▸ What needs to be done
Would you please restate all of the entries exactly, apart from the pictures?

▸ Supplied material
=== Section Start ===
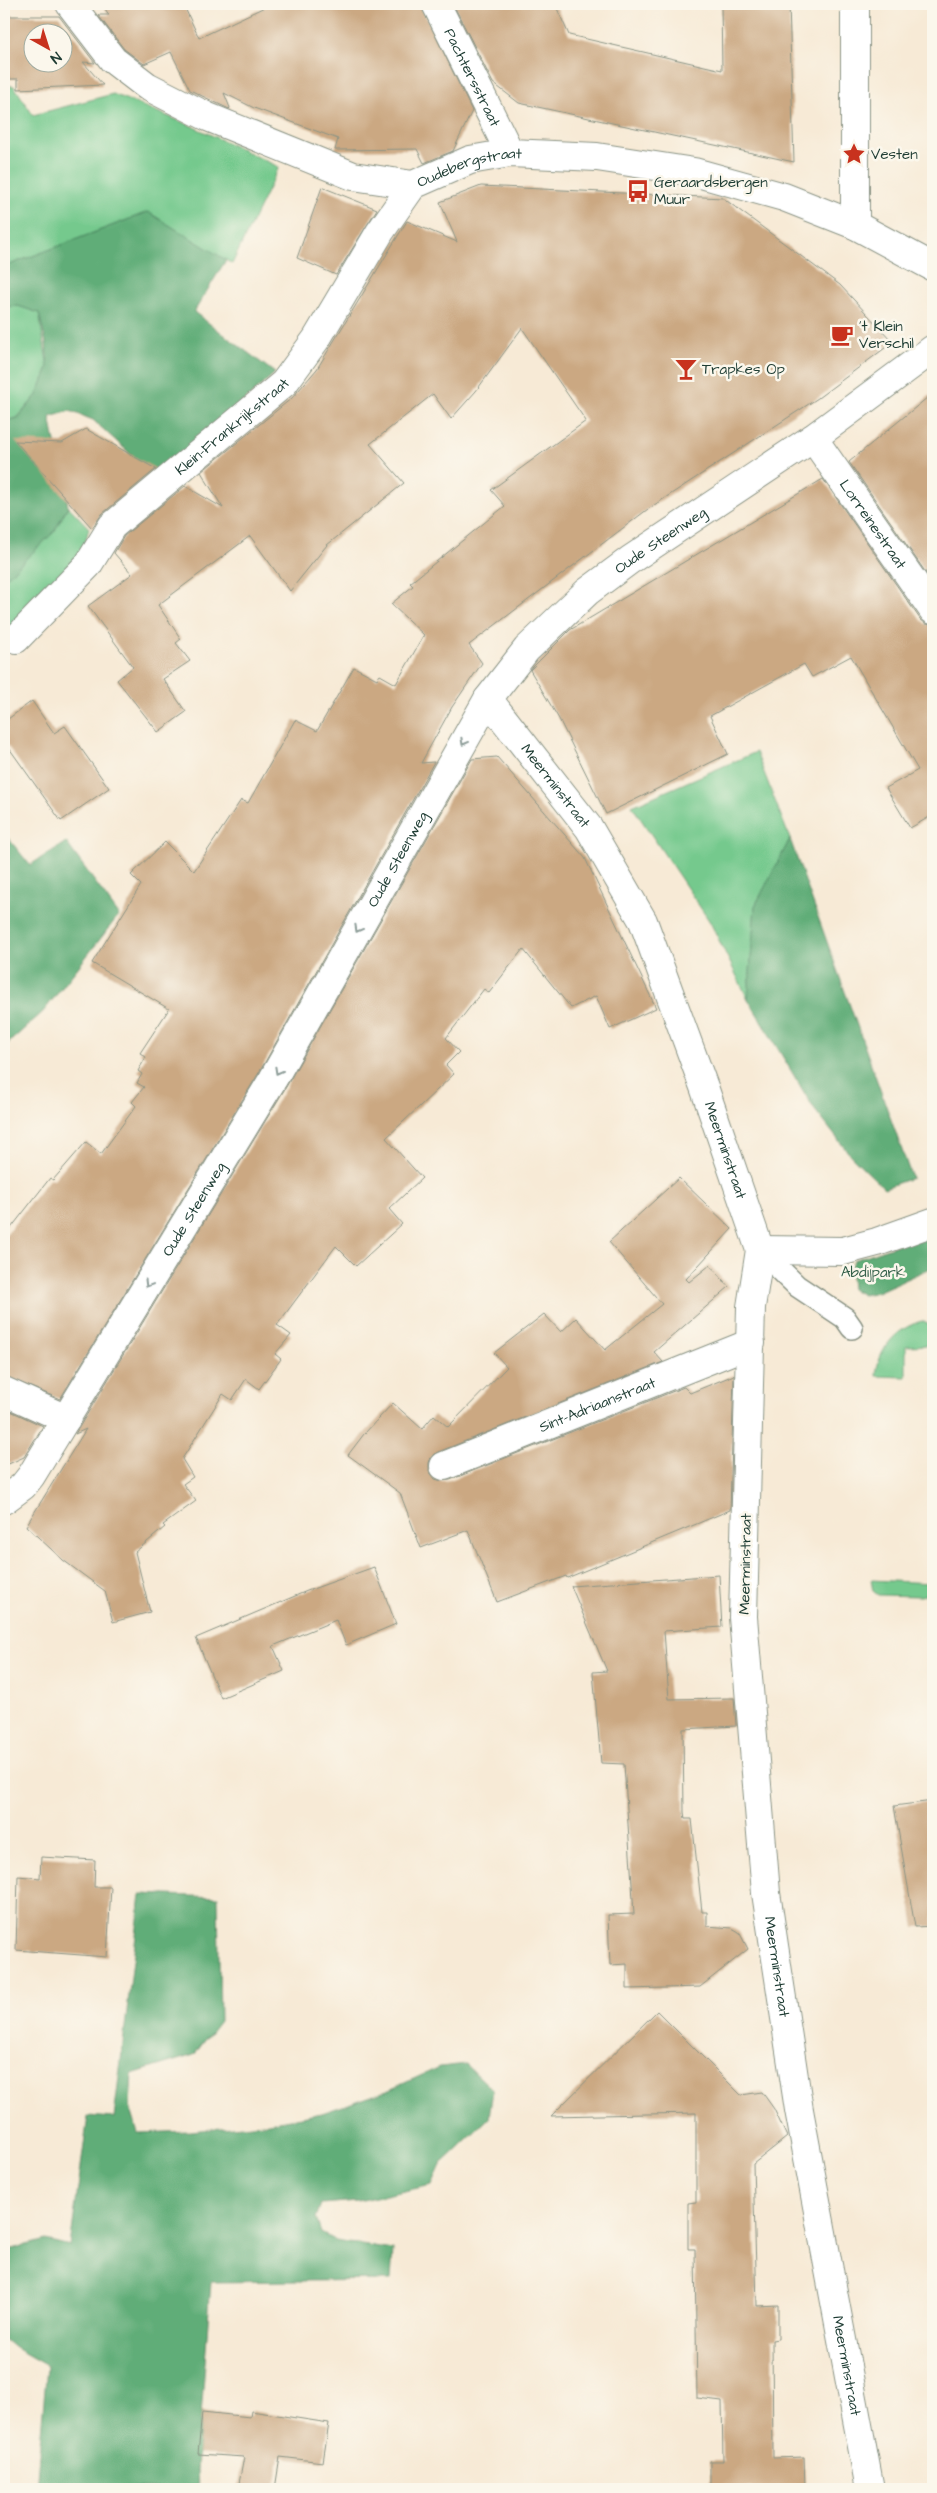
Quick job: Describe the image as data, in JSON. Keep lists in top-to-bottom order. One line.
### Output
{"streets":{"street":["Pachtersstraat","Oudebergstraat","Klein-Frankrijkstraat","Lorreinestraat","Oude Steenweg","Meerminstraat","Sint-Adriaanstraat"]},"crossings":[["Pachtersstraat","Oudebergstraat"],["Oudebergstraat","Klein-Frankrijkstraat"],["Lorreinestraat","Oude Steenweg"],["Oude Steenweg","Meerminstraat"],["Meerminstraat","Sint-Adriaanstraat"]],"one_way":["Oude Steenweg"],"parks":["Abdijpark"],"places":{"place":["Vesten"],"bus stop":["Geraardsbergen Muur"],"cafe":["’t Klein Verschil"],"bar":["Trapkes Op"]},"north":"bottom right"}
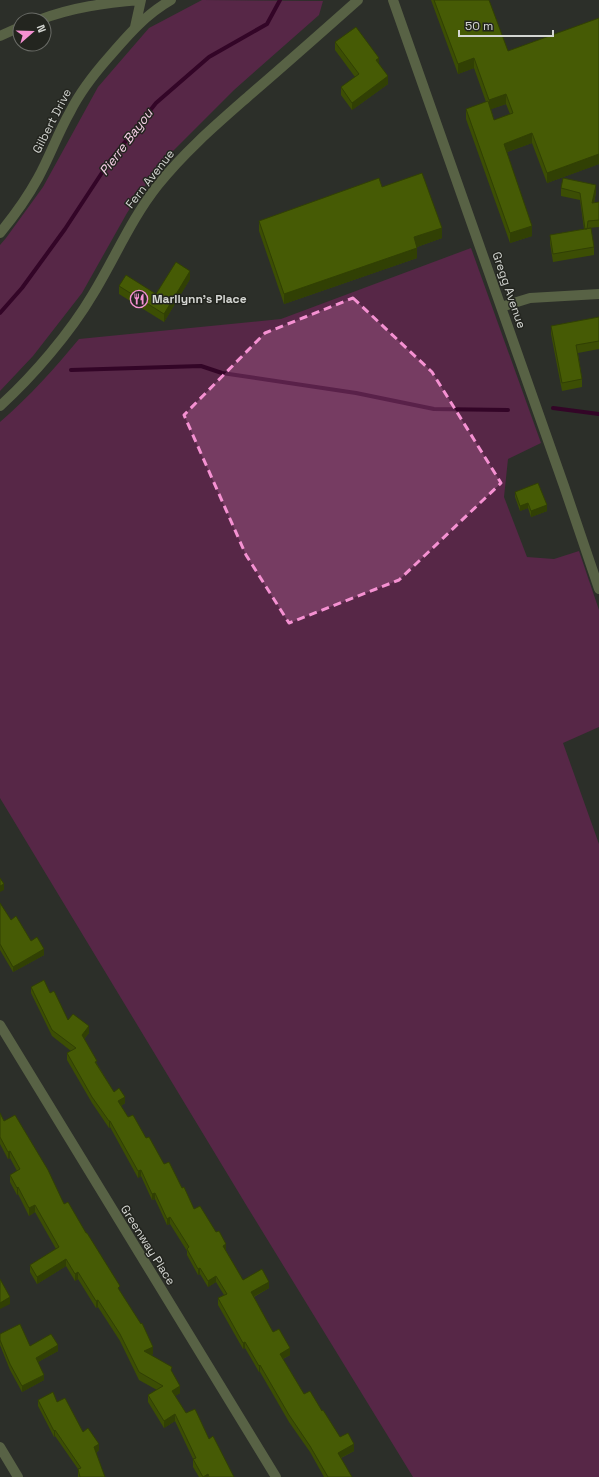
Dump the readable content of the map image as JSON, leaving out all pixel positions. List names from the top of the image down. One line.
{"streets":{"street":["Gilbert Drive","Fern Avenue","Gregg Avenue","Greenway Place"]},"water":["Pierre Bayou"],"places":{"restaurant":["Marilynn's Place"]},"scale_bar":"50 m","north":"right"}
=== Section End ===
▸ Your response
Quick job: Describe the image as data, in JSON. Keep lists in top-to-bottom order. One line.
### Output
{"streets":{"street":["Pachtersstraat","Oudebergstraat","Klein-Frankrijkstraat","Lorreinestraat","Oude Steenweg","Meerminstraat","Sint-Adriaanstraat"]},"crossings":[["Pachtersstraat","Oudebergstraat"],["Oudebergstraat","Klein-Frankrijkstraat"],["Lorreinestraat","Oude Steenweg"],["Oude Steenweg","Meerminstraat"],["Meerminstraat","Sint-Adriaanstraat"]],"one_way":["Oude Steenweg"],"parks":["Abdijpark"],"places":{"place":["Vesten"],"bus stop":["Geraardsbergen Muur"],"cafe":["’t Klein Verschil"],"bar":["Trapkes Op"]},"north":"bottom right"}
Dump the readable content of the map image as JSON, leaving out all pixel positions. List names from the top of the image down. One line.
{"streets":{"street":["Gilbert Drive","Fern Avenue","Gregg Avenue","Greenway Place"]},"water":["Pierre Bayou"],"places":{"restaurant":["Marilynn's Place"]},"scale_bar":"50 m","north":"right"}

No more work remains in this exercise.